Si agile que fût Cascayot, tous ces préparatifs de départ prirent du temps. Au moment de grimper sur le marchepied de la carriole, Mlle Blandine aperçut la Damiane qui entrait dans la cour ; elle prit sa nièce par le bras, et bien à contre-cœur elle s’approcha de la Sendrique pour la saluer. La Damiane descendit de sa mule, et Sabine lui tendit la main au saut de l’étrier. En quelques mots, la Sendrique les remercia toutes deux de leur visite, et d’une façon si simple, si affectueuse, que la tante elle-même se sentit touchée, attendrie.

Mlle Blandine remonta en voiture très émue et très mécontente d’elle-même. Comme elle se repentait toujours de ses bons mouvemens, elle s’accusa bientôt de faiblesse, et tout en querellant sa nièce, elle se querellait elle-même, en grande subtilité, pour effacer cette douce impression qu’elle avait reçue de la Damiane.

Au tournant de la route des Rétables, la carriole fut croisée par une calèche découverte attelée de deux chevaux fringans lancés au galop. Maître Mazamet était assis sur le siège et conduisait à grandes guides.
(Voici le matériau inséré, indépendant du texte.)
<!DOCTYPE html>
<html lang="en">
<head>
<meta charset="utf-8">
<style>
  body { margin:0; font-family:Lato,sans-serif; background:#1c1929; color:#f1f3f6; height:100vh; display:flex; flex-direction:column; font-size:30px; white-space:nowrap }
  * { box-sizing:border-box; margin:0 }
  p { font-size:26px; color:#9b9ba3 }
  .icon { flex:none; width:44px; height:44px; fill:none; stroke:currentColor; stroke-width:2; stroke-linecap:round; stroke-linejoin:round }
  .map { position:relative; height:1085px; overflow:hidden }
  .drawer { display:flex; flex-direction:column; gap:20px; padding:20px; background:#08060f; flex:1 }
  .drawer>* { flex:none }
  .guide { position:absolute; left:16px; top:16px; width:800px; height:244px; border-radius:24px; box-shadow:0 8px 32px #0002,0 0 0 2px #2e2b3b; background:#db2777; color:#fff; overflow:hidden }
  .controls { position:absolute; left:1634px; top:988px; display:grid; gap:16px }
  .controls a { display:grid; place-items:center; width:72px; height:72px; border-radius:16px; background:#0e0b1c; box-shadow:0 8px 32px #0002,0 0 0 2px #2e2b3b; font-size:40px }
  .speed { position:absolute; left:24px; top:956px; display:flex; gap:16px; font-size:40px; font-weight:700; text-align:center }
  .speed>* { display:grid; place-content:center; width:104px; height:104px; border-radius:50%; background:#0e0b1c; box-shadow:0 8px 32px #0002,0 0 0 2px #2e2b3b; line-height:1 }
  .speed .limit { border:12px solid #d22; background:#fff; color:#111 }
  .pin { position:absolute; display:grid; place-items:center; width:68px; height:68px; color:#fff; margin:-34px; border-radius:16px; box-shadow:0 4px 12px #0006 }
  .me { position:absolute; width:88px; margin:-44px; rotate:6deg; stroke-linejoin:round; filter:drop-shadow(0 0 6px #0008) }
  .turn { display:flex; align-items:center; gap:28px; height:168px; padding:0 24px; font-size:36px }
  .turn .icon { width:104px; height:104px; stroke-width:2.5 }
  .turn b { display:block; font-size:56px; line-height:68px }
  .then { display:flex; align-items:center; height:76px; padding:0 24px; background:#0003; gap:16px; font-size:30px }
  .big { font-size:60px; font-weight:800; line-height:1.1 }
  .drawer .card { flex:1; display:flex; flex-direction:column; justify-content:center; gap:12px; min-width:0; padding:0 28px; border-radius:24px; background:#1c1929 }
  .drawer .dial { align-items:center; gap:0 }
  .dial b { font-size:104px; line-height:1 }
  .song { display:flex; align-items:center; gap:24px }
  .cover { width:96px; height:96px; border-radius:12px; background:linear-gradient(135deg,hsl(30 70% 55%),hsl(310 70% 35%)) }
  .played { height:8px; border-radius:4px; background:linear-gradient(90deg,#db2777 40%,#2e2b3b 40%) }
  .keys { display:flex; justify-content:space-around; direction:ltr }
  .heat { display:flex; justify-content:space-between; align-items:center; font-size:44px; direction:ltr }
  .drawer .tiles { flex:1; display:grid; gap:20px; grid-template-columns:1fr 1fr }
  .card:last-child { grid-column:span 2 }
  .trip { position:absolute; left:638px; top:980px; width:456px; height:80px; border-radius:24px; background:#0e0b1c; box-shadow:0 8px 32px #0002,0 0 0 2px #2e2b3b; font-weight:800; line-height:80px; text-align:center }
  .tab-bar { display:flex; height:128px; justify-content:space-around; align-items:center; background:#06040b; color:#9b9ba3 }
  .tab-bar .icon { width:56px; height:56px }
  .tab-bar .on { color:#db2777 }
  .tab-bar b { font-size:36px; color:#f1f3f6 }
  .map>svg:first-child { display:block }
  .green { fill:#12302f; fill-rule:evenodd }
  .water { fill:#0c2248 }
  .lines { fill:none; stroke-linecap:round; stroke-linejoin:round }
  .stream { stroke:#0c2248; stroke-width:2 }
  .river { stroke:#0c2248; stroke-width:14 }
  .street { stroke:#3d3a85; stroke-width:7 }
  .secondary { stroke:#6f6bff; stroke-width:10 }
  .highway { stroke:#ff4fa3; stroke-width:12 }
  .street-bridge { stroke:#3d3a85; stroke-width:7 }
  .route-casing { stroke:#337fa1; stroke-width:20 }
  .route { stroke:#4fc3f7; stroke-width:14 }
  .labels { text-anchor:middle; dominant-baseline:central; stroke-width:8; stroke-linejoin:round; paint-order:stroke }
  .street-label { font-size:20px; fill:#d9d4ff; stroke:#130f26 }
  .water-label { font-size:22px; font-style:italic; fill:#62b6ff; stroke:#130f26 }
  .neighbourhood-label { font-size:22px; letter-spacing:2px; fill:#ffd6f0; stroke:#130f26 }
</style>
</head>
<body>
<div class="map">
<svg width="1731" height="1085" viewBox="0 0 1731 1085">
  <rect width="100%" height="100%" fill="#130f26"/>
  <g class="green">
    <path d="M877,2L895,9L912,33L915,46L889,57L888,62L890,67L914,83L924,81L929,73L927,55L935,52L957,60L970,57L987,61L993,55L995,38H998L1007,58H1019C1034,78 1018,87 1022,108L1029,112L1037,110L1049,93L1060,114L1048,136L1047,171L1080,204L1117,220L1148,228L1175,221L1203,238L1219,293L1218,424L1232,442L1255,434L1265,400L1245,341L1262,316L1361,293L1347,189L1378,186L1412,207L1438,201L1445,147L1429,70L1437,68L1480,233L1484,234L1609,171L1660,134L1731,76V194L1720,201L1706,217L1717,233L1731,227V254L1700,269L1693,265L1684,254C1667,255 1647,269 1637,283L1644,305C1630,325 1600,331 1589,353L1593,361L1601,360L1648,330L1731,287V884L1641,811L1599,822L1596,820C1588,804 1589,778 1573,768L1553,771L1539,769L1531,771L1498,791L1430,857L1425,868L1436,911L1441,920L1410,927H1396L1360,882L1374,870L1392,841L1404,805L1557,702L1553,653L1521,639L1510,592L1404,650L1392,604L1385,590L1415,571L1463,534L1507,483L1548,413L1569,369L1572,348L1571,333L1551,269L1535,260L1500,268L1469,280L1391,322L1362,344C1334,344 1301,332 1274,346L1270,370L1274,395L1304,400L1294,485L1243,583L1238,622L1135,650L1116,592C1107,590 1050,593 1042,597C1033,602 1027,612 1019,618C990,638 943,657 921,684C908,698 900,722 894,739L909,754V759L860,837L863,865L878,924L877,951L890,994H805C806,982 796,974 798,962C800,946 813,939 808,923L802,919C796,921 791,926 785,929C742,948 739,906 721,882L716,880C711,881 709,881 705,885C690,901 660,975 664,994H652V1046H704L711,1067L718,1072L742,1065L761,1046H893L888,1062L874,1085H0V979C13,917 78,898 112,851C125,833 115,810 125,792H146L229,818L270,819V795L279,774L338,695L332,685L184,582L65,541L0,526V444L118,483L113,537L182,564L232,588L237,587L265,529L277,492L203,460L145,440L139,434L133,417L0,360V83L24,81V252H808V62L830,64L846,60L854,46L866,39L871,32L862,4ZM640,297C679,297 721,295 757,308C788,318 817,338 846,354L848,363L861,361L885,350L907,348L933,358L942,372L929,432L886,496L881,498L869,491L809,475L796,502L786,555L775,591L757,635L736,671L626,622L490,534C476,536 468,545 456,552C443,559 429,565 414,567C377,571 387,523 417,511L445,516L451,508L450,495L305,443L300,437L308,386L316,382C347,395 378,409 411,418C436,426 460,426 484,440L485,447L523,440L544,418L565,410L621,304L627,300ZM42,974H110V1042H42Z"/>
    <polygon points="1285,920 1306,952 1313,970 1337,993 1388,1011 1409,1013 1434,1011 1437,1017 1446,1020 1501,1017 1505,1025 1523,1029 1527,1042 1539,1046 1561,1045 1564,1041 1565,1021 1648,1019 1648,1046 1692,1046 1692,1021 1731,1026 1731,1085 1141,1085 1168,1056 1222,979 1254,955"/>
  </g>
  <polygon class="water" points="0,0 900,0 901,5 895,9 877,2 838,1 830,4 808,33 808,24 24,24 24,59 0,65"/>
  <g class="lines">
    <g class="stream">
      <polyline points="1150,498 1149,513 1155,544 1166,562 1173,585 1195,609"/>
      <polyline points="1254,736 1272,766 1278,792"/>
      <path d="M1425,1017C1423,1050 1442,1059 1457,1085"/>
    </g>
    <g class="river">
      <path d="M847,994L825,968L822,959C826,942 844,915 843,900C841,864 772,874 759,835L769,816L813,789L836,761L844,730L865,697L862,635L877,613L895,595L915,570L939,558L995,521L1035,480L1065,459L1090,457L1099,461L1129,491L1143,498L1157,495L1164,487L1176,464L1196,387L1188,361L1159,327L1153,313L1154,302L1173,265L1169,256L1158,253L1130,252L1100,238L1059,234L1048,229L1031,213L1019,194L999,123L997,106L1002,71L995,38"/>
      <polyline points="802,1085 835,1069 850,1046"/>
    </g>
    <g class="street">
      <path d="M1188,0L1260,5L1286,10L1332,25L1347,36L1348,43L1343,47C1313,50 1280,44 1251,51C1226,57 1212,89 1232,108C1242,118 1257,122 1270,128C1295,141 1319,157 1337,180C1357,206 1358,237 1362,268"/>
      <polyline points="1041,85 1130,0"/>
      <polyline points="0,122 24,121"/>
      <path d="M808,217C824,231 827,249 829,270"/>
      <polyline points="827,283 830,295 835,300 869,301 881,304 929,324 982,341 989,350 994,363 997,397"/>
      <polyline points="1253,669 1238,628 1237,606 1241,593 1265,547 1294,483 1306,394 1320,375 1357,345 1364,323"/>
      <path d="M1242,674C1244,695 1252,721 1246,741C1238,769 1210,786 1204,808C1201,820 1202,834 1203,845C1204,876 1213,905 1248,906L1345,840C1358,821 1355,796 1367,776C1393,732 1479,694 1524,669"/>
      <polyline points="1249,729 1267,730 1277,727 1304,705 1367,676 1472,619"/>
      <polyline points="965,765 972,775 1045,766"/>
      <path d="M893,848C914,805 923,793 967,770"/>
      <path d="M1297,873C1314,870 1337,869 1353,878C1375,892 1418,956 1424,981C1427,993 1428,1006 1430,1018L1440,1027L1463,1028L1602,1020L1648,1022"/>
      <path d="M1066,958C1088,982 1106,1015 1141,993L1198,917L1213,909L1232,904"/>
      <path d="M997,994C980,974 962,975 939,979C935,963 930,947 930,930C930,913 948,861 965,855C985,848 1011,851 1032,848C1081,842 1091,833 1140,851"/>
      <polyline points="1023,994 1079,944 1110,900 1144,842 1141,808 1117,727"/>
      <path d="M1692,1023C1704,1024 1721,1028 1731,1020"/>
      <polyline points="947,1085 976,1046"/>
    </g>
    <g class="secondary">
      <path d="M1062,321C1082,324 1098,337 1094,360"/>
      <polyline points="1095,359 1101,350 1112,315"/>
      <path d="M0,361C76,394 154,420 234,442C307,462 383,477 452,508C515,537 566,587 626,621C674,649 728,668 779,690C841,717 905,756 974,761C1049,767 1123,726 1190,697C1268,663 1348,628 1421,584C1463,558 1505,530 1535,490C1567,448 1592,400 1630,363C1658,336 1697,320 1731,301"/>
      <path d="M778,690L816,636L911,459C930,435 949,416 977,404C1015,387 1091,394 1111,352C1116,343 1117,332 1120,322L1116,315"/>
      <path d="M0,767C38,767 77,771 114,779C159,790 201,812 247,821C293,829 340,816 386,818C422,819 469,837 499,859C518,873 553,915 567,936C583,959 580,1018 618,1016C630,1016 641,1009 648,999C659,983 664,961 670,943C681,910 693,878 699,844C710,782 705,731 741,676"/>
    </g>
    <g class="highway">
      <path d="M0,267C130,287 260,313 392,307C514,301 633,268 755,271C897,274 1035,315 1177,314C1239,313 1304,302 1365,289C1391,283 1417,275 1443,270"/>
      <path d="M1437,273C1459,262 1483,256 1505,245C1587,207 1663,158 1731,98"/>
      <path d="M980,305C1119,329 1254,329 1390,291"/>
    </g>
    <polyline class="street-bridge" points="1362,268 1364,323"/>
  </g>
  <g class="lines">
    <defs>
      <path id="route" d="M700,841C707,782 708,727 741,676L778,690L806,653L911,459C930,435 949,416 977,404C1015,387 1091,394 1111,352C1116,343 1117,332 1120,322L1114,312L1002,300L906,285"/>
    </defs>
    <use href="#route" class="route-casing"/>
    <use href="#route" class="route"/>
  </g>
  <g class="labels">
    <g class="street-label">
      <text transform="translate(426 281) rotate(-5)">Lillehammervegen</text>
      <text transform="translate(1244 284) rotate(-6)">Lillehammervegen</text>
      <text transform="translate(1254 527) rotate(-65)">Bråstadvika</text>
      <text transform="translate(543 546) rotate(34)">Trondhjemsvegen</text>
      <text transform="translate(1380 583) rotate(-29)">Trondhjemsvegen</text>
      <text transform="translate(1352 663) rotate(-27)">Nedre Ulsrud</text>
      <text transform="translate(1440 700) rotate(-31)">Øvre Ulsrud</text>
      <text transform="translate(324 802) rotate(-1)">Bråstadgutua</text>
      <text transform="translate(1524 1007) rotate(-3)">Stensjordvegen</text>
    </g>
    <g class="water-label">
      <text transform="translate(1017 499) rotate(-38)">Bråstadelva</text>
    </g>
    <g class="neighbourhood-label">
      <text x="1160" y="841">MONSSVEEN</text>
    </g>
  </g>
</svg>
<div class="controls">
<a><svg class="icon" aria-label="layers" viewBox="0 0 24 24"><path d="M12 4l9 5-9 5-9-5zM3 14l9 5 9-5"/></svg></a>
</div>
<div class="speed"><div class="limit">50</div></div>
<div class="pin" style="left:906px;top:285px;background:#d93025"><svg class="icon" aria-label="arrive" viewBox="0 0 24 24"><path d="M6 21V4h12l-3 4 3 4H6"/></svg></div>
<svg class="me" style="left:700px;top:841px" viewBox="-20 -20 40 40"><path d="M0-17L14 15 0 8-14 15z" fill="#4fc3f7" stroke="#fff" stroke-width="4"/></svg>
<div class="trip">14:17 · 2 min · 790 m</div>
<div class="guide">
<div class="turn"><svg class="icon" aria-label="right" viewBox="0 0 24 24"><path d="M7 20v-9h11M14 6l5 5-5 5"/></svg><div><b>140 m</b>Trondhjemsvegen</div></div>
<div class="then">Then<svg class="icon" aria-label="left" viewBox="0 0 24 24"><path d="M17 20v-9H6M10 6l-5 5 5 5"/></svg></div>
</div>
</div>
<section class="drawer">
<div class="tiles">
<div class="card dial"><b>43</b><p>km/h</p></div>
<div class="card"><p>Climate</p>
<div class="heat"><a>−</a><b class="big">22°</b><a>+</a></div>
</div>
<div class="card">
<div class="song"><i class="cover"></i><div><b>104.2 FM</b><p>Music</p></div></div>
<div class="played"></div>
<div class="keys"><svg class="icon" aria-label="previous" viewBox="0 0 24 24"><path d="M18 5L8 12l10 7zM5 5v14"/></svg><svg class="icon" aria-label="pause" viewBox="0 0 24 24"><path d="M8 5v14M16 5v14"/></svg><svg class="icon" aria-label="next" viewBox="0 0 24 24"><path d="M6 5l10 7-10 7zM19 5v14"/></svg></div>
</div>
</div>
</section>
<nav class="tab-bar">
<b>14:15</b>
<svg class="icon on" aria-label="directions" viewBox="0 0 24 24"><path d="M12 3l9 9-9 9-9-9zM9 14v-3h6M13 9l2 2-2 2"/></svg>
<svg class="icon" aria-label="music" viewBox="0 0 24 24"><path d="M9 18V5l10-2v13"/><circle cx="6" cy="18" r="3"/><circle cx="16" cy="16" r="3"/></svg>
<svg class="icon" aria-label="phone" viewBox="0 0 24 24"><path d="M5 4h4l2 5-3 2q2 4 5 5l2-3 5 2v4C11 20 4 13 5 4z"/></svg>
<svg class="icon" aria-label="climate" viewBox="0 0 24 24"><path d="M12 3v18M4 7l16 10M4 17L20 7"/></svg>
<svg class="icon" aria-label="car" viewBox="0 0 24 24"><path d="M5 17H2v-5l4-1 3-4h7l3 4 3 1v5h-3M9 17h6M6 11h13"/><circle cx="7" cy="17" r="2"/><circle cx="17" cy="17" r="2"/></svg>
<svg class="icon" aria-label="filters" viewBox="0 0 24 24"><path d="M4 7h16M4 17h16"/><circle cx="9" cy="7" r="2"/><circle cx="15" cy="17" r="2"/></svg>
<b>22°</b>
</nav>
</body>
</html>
En rendant son salut à l’avocat, Mlle Blandine se pencha lestement de côté pour jeter ses regards curieux au fond de la voiture ; elle entrevit la belle Félise étendue avec nonchalance sur ses carreaux de velours rose, parée comme une princesse, dans toutes ses élégances, toute galante et pimpante, au milieu des fleurs et des dentelles. Elle jouait de l’éventail et souriait à Lucien, qui caracolait à la portière.


Jules de la Madelène.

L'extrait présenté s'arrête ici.